On ne raconte que le sang des morts, jamais le rire des assassins.»


Les conflits sont loin d’abord, autant pour le narrateur que pour le lecteur. Et ils se rapprochent, de plus en plus, jusqu’à nous toucher en plein cœur, en plein corps. La poésie qui enrobe la narration ne suffit plus à masquer l’horreur de ce qu’il se passe là-bas, au pays du Cèdre. Georges a tenté de nous épargner mais la réalité prend le dessus, prend son dessus. Il est touché, dans tous les sens du terme, et ne peut plus faire “comme si”. Le Liban lui a tout pris, l’a cassé, l’a terrassé, mais ne veut pas le laisser. Antigone doit être. Pour Sam, pour Beyrouth. Quoi qu’il en coûte.

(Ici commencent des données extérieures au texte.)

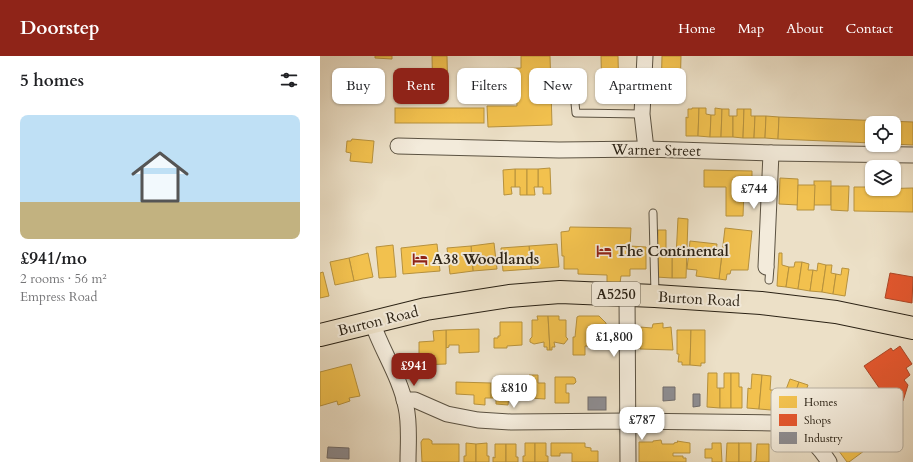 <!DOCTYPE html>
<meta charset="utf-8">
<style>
body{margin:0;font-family:Cardo,serif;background:#f2f2f2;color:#202124;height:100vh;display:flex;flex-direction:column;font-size:15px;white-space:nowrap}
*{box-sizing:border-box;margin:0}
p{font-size:13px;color:#757577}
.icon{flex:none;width:22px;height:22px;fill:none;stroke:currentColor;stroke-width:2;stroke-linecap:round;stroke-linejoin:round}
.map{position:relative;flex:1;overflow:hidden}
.panel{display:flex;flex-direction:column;background:#fff;width:320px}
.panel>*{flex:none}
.hud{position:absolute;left:12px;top:12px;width:380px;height:36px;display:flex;gap:8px}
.buttons{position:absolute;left:545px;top:60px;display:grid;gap:8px}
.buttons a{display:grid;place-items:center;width:36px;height:36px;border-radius:8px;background:#fff;box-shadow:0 1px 3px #0004;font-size:20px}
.price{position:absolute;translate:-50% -34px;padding:0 9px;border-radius:8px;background:#fff;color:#222;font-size:13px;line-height:26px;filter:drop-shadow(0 1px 2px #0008)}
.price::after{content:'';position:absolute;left:50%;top:24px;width:12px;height:9px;margin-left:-6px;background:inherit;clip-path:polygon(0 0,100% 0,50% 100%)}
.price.on{background:#8f2418;color:#fff}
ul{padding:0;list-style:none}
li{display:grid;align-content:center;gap:8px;height:212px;padding:0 20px}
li+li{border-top:1px solid #e0e0e0}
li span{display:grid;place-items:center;height:124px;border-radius:8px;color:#555}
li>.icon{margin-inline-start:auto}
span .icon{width:72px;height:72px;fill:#fffc;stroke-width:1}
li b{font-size:17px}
h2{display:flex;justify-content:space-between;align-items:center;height:48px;padding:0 20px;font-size:17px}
.chip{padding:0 14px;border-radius:8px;background:#fff;box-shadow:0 1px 3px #0004;font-size:14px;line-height:36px}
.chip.on{background:#8f2418;color:#fff}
header{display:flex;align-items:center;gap:24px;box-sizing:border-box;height:56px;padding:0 20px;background:#8f2418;color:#fff}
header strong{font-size:19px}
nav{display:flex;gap:22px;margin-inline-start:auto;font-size:14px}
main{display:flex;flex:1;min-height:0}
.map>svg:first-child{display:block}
.homes{fill:#f2c14e;stroke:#b6913d}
.shops{fill:#e4572e;stroke:#ac4726}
.industry{fill:#8d8d92;stroke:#706d6c}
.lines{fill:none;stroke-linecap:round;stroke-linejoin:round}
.lane-casing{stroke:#5b5242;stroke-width:9}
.street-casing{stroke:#5b5242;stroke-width:17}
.primary-casing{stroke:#2b2215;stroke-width:24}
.lane{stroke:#f3ebdb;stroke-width:7}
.street{stroke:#f3ebdb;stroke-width:15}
.primary{stroke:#ece0c7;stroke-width:22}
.labels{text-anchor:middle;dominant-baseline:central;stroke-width:4;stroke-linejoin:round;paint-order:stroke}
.shield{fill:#f3ebdb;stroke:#675e50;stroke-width:1}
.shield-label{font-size:14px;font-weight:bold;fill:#2b2215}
.street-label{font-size:15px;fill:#2b2215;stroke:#f3ebdb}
.poi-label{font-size:15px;font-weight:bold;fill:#2b2215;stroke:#f3ebdb;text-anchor:start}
.key{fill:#f3ebdb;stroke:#b7afa0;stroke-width:1}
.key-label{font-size:11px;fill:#2b2215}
</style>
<header>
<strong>Doorstep</strong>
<nav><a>Home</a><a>Map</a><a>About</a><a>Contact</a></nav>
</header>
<main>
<section class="panel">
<h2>5 homes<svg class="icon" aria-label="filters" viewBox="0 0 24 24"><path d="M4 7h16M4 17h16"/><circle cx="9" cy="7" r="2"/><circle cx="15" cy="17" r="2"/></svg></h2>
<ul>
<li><span style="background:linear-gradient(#bfe0f5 70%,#c2b280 0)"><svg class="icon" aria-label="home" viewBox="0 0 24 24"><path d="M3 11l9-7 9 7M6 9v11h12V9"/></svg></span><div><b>£941/mo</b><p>2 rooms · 56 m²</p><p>Empress Road</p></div></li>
</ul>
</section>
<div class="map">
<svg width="593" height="406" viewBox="0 0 593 406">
<rect width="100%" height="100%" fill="#ece0c7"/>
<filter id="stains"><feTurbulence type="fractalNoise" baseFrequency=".005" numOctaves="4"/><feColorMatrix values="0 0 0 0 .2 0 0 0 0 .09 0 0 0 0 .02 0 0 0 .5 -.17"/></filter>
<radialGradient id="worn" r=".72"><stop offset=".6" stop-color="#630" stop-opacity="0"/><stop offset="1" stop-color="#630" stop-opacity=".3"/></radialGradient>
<g class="homes">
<polygon points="55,0 72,0 72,3 55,2"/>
<polygon points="112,0 127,0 128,44 113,45"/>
<polygon points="201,0 230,0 232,69 168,71 167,50 197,50 196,34 171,35 170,13 201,12"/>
<polygon points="281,0 298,0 299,43 282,44"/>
<polygon points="342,0 361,0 360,38 341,38"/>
<rect x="75" y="52" width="89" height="15"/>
<polygon points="372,52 379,52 378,80 366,80 366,61 368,62 368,53 372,53"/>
<polygon points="379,52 386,52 386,58 391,59 390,81 378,80"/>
<polygon points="395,52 402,53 401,81 390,81 391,59 395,59"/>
<polygon points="402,53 409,53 409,60 413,60 413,81 401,81"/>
<polygon points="417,53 424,53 423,82 413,81 413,60 417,60"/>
<polygon points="424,53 431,53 431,60 435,60 434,82 423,82"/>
<polygon points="435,60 446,60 445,82 434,82"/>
<polygon points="446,60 459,61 458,83 445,82"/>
<polygon points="459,61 593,66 593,89 574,88 574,67 552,67 552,87 458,83"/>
<polygon points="32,83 54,85 52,107 30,105 31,97 26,96 27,85 31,85"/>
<polygon points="230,112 231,138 223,138 223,131 218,131 218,113"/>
<polygon points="195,113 207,113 207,139 200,139 200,131 195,131"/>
<polygon points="195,113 195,131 191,131 192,138 184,139 183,114"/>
<polygon points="207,113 218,113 218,131 214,131 215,139 207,139"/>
<polygon points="384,114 432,115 432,134 424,134 423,160 406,160 406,131 384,131"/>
<polygon points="460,122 478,123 478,149 459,148"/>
<rect x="494" y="125" width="17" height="24"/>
<polygon points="478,129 495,129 494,154 477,154"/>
<polygon points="511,130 529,130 528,155 511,154"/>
<polygon points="534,131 552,131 552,133 593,132 593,156 534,155"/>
<polygon points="358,162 368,163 366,222 352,222 352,201 356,201"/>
<polygon points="250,171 311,172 310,190 326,191 326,213 310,213 310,220 301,220 300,227 287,226 287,219 258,218 258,213 244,213 244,200 242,200 241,176 249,175"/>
<polygon points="405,172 432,175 428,214 411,214 410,218 407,218 406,224 399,223"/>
<polygon points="338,174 346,174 346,201 352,201 352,222 336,221"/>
<polygon points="370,185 397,188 396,197 402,197 399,223 376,220 377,214 367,213"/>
<polygon points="174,187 177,213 153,215 151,190"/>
<polygon points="117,188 120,215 83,218 81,192"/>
<polygon points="237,188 239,211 211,213 209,190"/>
<polygon points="73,189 76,221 59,222 56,191"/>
<polygon points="151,190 153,215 130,218 127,192"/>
<polygon points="209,190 211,213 183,215 181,192"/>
<polygon points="48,197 53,221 34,225 29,202"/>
<polygon points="459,197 462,197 462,209 469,211 466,231 457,230"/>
<polygon points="29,202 34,225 15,229 10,206"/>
<polygon points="475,206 482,206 478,233 466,231 469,211 474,211"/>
<polygon points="482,206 489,208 488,214 493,214 490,235 478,233"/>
<polygon points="498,207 506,209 502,236 490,235 493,214 497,215"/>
<polygon points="506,209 512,209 511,217 516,218 513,238 502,236"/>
<polygon points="522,212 529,213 525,240 513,238 516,218 521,219"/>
<polygon points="3,216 9,240 0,242 0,217"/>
<polygon points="217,260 228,260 230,294 227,294 227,291 224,291 224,286 214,288 210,286 210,283 212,281 212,264 218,264"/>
<polygon points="228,260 239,260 239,264 246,264 246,281 248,283 244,288 234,286 235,291 232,291 232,294 230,294"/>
<polygon points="259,260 279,260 286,267 286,274 289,277 288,282 285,284 288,291 286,293 282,291 265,290 265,299 253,299 253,281 255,281 257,261"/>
<polygon points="180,266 202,266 202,289 187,290 187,292 174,292 174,282 178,282 178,280 180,280"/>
<polygon points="343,267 343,272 351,271 353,294 320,293 320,271 332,272 333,268"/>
<polygon points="159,273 159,296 139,297 139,289 129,289 129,291 126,292 126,274"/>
<polygon points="126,274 126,308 99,309 99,286 114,285 113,275"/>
<polygon points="357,274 371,274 370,309 362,309 362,306 358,306 359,298 357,298"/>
<polygon points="371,274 385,274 385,307 381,307 381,310 370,309"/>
<polygon points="31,308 40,340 29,342 30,345 18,349 17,345 0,350 0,316"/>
<polygon points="388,317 397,317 397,332 400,332 400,352 387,351"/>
<polygon points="404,317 411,317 411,352 400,352 400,332 404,332"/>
<polygon points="411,317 419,317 419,331 422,331 422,352 411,352"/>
<polygon points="432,318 442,319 439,353 427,352 428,332 431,333"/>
<polygon points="209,319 218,319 218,327 225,327 225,343 209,342"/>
<polygon points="442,319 451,320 450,334 453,334 451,354 439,353"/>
<polygon points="235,321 253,321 255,322 256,326 254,328 246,328 246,337 249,337 249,347 235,347"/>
<polygon points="470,323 479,326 468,358 455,353 462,335 465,336"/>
<polygon points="136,326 171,327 171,342 165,342 165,349 154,348 154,339 136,338"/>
<polygon points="479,326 488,329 483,343 486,344 480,362 468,358"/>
<polygon points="171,327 200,328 200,340 189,340 188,349 176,348 176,342 171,342"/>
<polygon points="529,362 538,374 543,370 546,371 548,375 547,378 541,382 548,392 529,406 527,406 510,383 524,373 521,368"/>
<polygon points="103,383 109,383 112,385 112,388 139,388 139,406 102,406 101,386"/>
<polygon points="341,384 342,388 354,388 354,387 358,386 357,385 370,387 370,397 353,397 353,400 363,400 363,402 366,402 366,406 319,406 319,386 333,386 333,385"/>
<polygon points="146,387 156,388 156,406 144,406 144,400 146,400"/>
<polygon points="167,387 167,400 169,400 169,406 156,406 156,388"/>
<polygon points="205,387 215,387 215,406 203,406 203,400 205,400"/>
<polygon points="215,387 226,387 226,400 228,400 228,406 215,406"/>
<polygon points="231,387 265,387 265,391 271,392 271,395 278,395 278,406 252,406 252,397 240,397 240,400 231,400"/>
<polygon points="392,387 401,387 402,406 392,406 392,402 385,402 385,393 392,393"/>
<polygon points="407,387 419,387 419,406 406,406"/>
<rect x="419" y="387" width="12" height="19"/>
<polygon points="175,388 186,388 186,406 173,406 173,401 175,402"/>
<polygon points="186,388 196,388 196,401 198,401 198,406 186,406"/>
<polygon points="437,388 449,388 449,406 434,406 436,405"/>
</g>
<g class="shops">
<polygon points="570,217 593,221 592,247 565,242"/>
<polygon points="580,290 592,308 586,312 590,319 584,324 588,329 583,345 573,352 544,310 571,292 573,295"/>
</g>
<g class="industry">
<polygon points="343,331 355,331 355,344 343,345"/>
<polygon points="373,338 380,338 380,350 373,351"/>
<rect x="268" y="341" width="18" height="13"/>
<polygon points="8,391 29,392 29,403 7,402"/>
</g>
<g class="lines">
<g class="lane-casing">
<g id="lane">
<polyline points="254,37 256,57 322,58"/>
<polyline points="333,157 335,238"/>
<polyline points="448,211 450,211 449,224"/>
</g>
</g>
<g class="street-casing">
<g id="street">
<polyline points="325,0 322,58 326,93"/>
<polyline points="78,90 239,94 326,93 451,97 593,99"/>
<polyline points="446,211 451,97"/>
<polyline points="307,238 308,406"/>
<path d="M52,266c10,29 28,55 34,85 4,17 2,37 2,55"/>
<path d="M84,344h11l32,14 31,6 33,2 117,-1 146,2c26,5 41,17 55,39"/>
</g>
</g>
<g class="primary-casing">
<polyline id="primary" points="0,279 106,253 189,240 240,236 335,240 441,247 516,256 593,272"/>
</g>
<use href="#lane" class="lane"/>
<use href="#street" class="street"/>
<use href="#primary" class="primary"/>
</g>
<defs>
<g id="hotel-bare" transform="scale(1.2)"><path d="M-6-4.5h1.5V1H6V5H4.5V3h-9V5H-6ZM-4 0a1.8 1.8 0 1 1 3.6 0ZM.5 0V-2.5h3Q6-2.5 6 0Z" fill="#8f2418" stroke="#f3ebdb" stroke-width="2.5" paint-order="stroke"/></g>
</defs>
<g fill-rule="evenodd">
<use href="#hotel-bare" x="284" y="195"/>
<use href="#hotel-bare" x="100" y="203"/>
</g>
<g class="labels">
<rect class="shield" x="272" y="226" width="48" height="24" rx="3"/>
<g class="shield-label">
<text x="296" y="238">A5250</text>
</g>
<g class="street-label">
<text transform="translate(336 94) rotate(1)">Warner Street</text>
<text transform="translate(379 243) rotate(3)">Burton Road</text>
<text transform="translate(58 265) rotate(-14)">Burton Road</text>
</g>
<g class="poi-label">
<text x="296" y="195">The Continental</text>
<text x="112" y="203">A38 Woodlands</text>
</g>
</g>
<rect x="451" y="332" width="132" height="64" rx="6" class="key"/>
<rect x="459" y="340" width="18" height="12" fill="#f2c14e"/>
<rect x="459" y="358" width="18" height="12" fill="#e4572e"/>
<rect x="459" y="376" width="18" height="12" fill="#8d8d92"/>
<g class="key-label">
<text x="484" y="350">Homes</text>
<text x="484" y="368">Shops</text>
<text x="484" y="386">Industry</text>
</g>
<rect width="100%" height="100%" filter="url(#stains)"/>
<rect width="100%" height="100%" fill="url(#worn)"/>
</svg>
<div class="buttons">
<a><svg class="icon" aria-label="locate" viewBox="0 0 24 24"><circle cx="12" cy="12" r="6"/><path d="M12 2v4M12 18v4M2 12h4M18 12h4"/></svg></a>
<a><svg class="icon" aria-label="layers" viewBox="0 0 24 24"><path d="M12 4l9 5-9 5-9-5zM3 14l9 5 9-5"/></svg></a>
</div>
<b class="price" style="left:434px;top:154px">£744</b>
<b class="price" style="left:294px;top:302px">£1,800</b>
<b class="price on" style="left:94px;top:331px">£941</b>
<b class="price" style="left:194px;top:353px">£810</b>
<b class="price" style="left:322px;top:385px">£787</b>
<div class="hud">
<a class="chip">Buy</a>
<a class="chip on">Rent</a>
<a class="chip">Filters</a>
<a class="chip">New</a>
<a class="chip">Apartment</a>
</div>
</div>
</main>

C’est un roman fort, qui déstabilise par son acuité, sa véracité. Sa poésie et sa recherche artistique. Le ton et les emphases de Chalandon agacent un peu au début, mais on se rend vite compte de ce qu’il veut nous cacher, de ce dont il veut nous préserver. Antigone est celle qui dit Non, comme Sam, comme Georges, comme les palestiniens, les chrétiens, les juifs, les musulmans. Mais leur “non” n’ont de commun que la syntaxe, parce que l’objet de leur refus diffère, ce qui entraîne malentendus et horreurs guerrières. Antigone a réussi à rassembler, un peu, avant que tout n’explose. Elle a tenu son “Non,” le temps que certains apprennent à se connaître et à s’aimer. Puis elle est morte. Parce que c’est ça la tragédie. Tout le monde finit par mourir.